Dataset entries
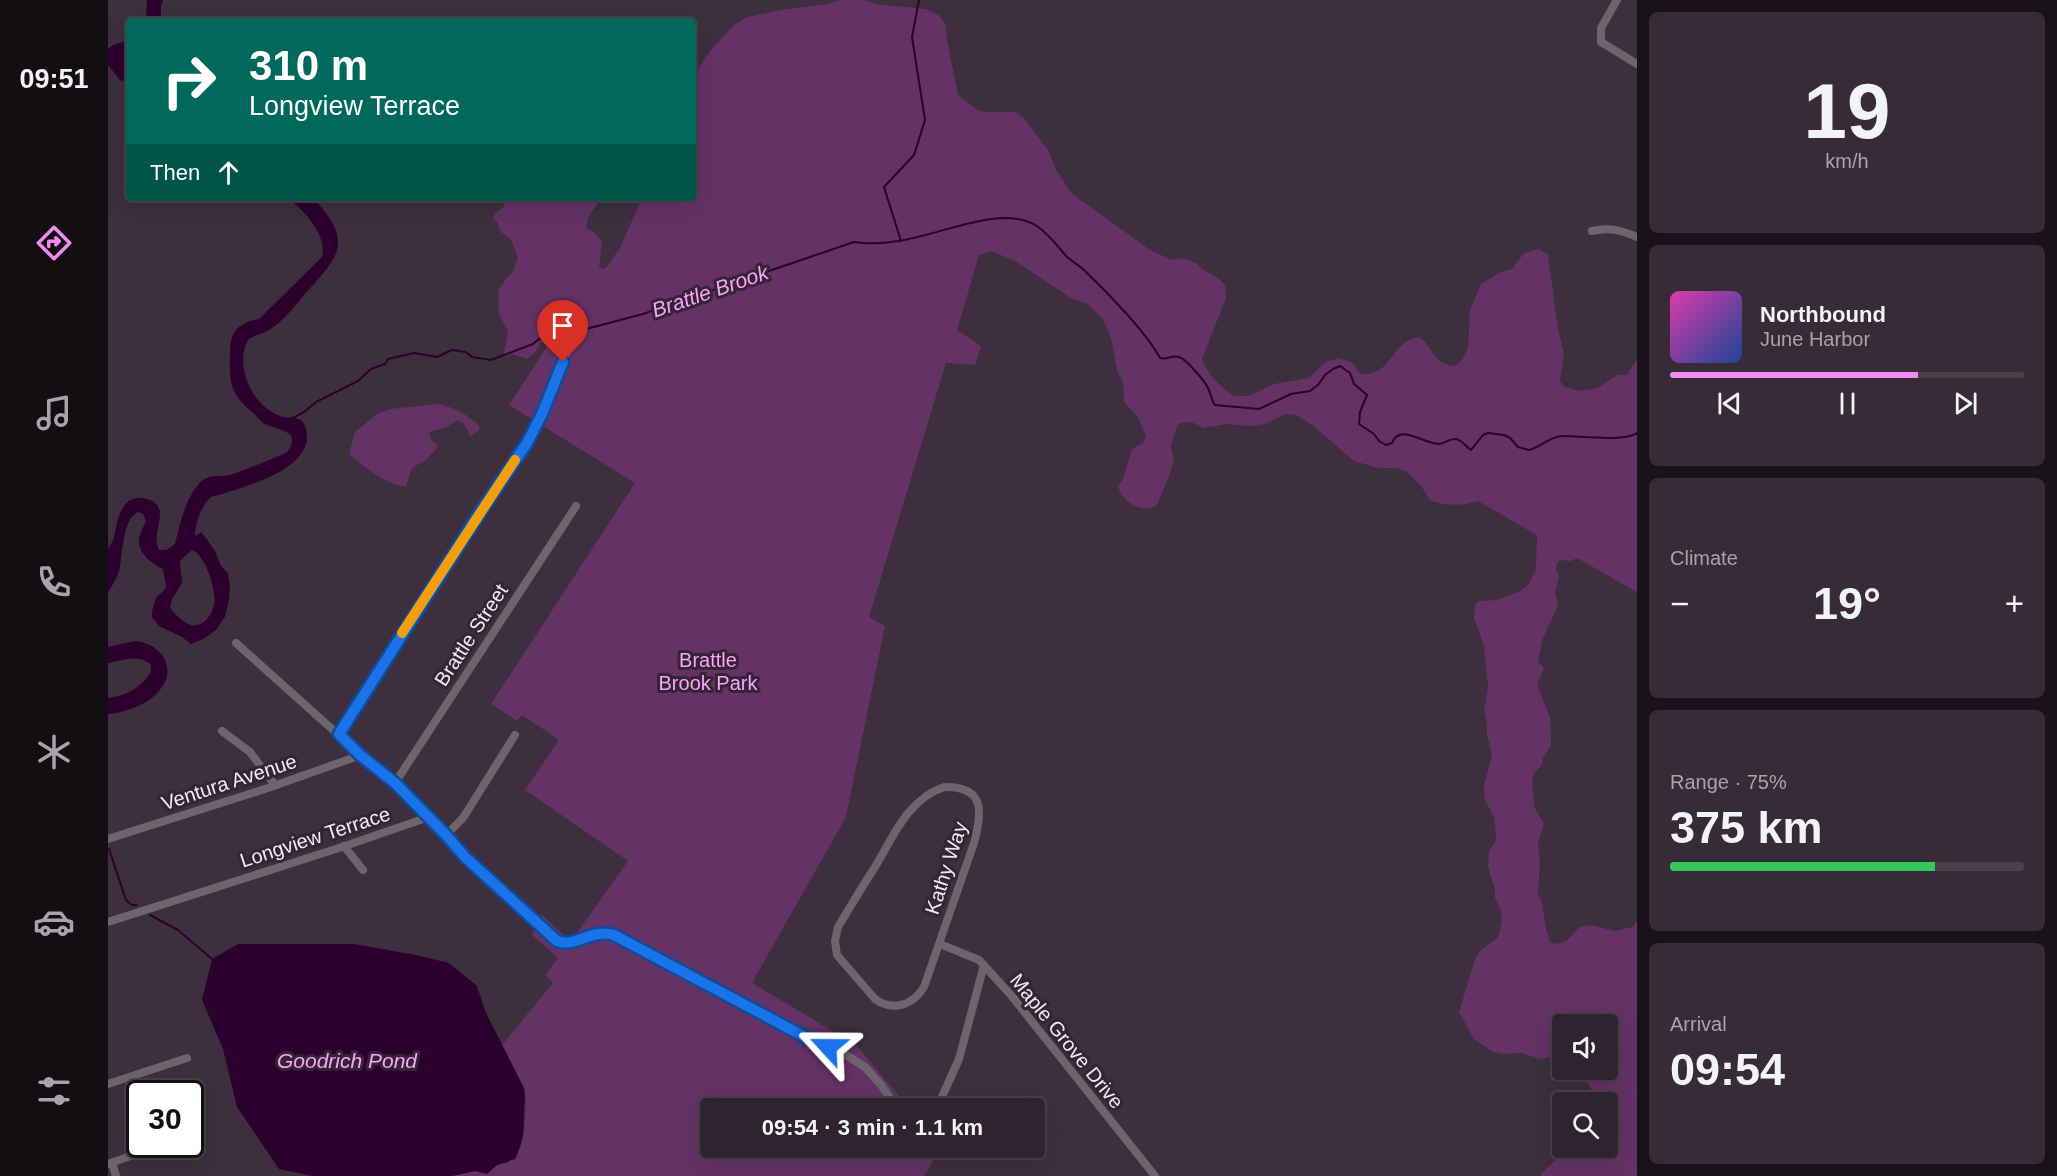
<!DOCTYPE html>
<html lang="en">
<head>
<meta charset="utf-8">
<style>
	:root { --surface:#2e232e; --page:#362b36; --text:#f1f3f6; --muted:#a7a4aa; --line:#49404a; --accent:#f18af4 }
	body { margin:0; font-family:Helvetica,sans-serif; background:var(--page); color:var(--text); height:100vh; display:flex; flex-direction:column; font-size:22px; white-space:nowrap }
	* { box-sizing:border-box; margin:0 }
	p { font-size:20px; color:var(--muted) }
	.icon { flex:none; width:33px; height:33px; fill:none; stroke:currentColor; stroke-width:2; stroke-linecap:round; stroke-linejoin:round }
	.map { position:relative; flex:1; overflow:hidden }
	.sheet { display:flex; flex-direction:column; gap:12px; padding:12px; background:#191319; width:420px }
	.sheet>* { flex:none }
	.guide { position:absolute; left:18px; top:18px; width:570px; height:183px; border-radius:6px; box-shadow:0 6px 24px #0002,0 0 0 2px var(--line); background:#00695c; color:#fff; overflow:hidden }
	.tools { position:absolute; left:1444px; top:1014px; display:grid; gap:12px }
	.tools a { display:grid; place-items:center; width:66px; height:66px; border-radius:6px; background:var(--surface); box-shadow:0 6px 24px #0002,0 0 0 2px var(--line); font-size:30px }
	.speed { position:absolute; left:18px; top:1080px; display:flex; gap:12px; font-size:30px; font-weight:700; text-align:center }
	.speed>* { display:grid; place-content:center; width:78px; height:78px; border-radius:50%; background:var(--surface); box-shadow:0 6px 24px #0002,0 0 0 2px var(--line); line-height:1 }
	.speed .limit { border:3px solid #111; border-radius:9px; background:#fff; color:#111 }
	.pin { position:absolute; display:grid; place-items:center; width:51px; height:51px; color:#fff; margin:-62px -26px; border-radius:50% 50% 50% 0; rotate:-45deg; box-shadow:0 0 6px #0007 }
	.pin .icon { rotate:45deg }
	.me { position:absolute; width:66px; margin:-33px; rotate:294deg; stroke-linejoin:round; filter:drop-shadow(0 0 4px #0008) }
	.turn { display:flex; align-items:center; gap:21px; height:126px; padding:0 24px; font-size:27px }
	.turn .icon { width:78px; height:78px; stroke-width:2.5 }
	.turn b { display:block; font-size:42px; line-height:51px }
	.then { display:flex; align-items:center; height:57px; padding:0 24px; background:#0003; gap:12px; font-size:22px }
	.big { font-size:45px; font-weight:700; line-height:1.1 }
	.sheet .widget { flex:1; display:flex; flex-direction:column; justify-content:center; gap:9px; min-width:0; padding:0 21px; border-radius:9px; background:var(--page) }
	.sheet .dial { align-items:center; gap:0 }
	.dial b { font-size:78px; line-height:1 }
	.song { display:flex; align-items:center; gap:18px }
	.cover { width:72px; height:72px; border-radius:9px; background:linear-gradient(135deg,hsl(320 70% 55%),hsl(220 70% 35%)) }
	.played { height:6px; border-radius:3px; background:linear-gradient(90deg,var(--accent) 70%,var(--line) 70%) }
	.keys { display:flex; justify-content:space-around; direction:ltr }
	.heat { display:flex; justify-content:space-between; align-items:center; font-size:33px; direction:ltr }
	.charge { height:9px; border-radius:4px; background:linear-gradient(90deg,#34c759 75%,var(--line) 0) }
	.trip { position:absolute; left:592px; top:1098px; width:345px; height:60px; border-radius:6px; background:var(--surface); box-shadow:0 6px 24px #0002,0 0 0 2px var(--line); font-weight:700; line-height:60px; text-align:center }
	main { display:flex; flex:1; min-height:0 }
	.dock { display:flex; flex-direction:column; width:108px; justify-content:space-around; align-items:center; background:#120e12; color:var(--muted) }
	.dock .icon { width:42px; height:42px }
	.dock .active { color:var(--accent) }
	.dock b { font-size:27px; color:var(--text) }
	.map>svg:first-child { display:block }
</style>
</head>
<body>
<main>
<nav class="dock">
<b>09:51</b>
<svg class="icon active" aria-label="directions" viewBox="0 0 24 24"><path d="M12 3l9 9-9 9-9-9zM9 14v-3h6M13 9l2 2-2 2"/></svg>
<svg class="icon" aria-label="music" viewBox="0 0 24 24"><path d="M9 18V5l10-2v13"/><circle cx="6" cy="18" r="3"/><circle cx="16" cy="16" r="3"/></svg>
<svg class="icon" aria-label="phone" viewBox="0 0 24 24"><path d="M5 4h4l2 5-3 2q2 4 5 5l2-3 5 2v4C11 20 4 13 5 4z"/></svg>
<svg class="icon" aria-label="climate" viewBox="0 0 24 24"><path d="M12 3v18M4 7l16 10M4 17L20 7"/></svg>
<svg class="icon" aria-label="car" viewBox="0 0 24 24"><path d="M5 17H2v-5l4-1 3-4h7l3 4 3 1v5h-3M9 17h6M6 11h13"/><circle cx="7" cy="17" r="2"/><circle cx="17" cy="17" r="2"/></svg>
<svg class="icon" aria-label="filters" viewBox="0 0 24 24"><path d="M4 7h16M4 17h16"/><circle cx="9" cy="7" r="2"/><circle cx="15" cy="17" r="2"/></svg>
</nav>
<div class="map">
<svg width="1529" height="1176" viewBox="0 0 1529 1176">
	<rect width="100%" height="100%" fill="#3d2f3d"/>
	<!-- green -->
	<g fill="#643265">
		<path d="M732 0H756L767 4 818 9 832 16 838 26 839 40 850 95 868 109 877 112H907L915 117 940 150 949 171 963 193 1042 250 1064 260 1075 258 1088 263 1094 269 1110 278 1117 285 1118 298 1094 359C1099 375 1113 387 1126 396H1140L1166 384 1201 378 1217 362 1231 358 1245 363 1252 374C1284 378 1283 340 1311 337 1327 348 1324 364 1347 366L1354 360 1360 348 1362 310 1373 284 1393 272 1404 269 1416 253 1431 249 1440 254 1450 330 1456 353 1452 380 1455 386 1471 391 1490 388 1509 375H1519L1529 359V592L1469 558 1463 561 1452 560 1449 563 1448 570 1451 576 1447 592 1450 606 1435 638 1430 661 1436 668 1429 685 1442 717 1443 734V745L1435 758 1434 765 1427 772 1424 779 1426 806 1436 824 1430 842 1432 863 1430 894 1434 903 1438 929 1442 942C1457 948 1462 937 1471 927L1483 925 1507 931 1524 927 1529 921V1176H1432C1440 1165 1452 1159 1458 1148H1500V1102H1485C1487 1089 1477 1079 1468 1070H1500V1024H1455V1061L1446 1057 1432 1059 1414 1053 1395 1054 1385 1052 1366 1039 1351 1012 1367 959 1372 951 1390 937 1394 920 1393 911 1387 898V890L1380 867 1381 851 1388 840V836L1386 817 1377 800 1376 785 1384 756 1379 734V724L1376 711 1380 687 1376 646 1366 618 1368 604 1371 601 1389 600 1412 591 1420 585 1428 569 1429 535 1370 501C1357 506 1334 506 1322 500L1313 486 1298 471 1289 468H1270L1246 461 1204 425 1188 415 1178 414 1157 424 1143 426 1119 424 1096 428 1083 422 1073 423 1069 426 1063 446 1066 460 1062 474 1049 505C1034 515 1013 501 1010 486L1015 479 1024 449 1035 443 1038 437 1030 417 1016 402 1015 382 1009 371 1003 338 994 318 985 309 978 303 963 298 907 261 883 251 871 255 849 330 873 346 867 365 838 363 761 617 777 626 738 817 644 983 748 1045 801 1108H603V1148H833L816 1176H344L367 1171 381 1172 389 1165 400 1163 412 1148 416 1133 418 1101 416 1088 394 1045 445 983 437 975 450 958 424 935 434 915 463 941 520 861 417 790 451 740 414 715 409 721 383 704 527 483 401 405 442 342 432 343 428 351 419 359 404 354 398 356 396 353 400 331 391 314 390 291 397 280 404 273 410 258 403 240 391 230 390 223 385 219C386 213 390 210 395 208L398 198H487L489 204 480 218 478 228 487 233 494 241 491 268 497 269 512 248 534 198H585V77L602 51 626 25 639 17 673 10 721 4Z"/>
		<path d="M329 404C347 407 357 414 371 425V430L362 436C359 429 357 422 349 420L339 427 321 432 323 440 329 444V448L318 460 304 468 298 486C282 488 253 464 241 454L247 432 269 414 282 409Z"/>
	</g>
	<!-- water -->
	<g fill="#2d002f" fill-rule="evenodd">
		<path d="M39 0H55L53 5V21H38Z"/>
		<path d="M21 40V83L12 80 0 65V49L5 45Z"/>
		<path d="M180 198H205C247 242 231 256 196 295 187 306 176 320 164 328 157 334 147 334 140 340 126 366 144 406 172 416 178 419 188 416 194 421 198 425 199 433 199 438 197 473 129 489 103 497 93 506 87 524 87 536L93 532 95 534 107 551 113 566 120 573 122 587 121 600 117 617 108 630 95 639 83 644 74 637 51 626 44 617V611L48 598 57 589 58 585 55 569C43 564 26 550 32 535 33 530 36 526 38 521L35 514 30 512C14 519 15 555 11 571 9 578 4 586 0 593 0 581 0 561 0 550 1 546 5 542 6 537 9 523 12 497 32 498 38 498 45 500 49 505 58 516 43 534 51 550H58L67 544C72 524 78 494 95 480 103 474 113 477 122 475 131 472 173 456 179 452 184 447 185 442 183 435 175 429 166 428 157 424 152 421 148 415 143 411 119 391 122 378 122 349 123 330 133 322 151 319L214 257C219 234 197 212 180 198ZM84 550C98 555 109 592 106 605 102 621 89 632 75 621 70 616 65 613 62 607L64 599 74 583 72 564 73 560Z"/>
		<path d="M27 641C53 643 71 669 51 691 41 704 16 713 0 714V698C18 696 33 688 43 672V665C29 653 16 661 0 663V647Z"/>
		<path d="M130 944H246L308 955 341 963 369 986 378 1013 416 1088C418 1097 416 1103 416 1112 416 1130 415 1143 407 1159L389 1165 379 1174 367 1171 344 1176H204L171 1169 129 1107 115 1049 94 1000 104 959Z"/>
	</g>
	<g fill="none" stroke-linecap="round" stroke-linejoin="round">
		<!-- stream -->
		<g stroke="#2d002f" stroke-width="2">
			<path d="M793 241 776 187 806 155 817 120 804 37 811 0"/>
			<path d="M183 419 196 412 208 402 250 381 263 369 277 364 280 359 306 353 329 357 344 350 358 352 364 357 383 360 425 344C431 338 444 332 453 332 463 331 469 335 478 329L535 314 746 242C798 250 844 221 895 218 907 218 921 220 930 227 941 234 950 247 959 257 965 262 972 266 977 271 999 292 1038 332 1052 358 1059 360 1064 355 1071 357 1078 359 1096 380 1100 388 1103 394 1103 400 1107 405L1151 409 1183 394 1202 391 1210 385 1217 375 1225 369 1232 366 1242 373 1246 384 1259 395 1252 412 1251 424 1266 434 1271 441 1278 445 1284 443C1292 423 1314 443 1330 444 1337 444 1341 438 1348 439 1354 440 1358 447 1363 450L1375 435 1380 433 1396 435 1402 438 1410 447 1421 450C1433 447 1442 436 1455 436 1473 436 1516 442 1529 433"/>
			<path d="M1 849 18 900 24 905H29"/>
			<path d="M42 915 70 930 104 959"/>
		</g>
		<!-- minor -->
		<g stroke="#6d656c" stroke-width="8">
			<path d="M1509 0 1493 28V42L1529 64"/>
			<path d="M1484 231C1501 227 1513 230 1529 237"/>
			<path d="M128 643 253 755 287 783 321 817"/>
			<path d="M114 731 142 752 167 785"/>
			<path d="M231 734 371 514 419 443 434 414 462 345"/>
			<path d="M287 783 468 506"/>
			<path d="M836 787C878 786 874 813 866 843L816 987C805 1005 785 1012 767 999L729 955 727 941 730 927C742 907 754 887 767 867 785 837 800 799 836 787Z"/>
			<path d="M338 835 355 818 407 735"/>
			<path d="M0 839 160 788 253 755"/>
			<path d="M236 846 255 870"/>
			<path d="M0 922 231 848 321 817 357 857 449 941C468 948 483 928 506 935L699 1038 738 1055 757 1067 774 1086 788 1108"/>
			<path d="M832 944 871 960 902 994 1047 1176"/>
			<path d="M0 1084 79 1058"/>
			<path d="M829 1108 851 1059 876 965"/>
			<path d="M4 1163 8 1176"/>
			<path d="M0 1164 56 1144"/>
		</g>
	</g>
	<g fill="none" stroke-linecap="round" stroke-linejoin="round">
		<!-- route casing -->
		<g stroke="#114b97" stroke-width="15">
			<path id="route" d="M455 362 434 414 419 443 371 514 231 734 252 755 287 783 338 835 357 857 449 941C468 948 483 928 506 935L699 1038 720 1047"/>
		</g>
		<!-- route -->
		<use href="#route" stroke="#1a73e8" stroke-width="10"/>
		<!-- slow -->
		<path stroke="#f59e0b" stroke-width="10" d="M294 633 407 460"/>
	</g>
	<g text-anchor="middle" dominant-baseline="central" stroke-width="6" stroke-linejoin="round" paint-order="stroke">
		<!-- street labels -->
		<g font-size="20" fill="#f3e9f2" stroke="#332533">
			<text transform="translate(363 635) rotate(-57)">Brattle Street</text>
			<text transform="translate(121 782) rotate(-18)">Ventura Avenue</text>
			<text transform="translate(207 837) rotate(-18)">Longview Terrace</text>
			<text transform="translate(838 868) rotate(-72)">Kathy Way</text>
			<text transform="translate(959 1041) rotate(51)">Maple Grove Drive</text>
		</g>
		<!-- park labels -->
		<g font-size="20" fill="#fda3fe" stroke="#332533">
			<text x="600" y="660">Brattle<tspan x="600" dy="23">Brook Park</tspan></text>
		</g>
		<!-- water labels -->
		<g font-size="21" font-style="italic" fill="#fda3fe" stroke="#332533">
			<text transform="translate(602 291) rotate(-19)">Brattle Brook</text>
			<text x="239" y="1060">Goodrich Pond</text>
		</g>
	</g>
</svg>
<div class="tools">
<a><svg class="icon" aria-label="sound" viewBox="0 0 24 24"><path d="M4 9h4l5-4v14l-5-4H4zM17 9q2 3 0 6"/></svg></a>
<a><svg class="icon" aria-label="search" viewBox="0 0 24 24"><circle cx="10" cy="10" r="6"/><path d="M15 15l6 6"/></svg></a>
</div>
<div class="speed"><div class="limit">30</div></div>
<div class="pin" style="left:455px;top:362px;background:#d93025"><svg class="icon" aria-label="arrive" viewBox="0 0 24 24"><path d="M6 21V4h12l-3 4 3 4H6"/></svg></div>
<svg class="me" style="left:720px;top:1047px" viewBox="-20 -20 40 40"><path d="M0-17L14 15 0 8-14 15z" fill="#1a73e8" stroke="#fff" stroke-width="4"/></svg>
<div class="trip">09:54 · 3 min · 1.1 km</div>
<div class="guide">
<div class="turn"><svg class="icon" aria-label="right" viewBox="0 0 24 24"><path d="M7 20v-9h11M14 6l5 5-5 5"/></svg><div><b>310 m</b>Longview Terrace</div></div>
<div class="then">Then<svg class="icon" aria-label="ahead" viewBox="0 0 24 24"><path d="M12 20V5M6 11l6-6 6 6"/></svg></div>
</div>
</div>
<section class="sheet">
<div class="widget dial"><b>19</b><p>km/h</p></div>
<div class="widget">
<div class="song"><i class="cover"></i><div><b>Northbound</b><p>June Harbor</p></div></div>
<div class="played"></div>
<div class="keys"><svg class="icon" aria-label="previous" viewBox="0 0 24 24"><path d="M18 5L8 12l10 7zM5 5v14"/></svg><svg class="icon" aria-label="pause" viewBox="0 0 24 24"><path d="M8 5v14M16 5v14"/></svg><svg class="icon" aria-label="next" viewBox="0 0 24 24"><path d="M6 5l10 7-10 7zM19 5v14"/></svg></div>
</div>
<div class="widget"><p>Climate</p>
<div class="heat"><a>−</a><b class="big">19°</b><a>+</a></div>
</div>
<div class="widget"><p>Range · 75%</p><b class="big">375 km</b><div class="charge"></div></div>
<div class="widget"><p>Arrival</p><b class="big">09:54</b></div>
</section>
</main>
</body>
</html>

▶ _EXERCISE OBJECTIVE_
Your answer should consist of the lines from the line with "display:flex; flex-direction:column; gap:12px;" to the line with "display:block; font-size:42px; line-height:51px" above, repeated exactly, both ends included.

▶ _REPLY_
	.sheet { display:flex; flex-direction:column; gap:12px; padding:12px; background:#191319; width:420px }
	.sheet>* { flex:none }
	.guide { position:absolute; left:18px; top:18px; width:570px; height:183px; border-radius:6px; box-shadow:0 6px 24px #0002,0 0 0 2px var(--line); background:#00695c; color:#fff; overflow:hidden }
	.tools { position:absolute; left:1444px; top:1014px; display:grid; gap:12px }
	.tools a { display:grid; place-items:center; width:66px; height:66px; border-radius:6px; background:var(--surface); box-shadow:0 6px 24px #0002,0 0 0 2px var(--line); font-size:30px }
	.speed { position:absolute; left:18px; top:1080px; display:flex; gap:12px; font-size:30px; font-weight:700; text-align:center }
	.speed>* { display:grid; place-content:center; width:78px; height:78px; border-radius:50%; background:var(--surface); box-shadow:0 6px 24px #0002,0 0 0 2px var(--line); line-height:1 }
	.speed .limit { border:3px solid #111; border-radius:9px; background:#fff; color:#111 }
	.pin { position:absolute; display:grid; place-items:center; width:51px; height:51px; color:#fff; margin:-62px -26px; border-radius:50% 50% 50% 0; rotate:-45deg; box-shadow:0 0 6px #0007 }
	.pin .icon { rotate:45deg }
	.me { position:absolute; width:66px; margin:-33px; rotate:294deg; stroke-linejoin:round; filter:drop-shadow(0 0 4px #0008) }
	.turn { display:flex; align-items:center; gap:21px; height:126px; padding:0 24px; font-size:27px }
	.turn .icon { width:78px; height:78px; stroke-width:2.5 }
	.turn b { display:block; font-size:42px; line-height:51px }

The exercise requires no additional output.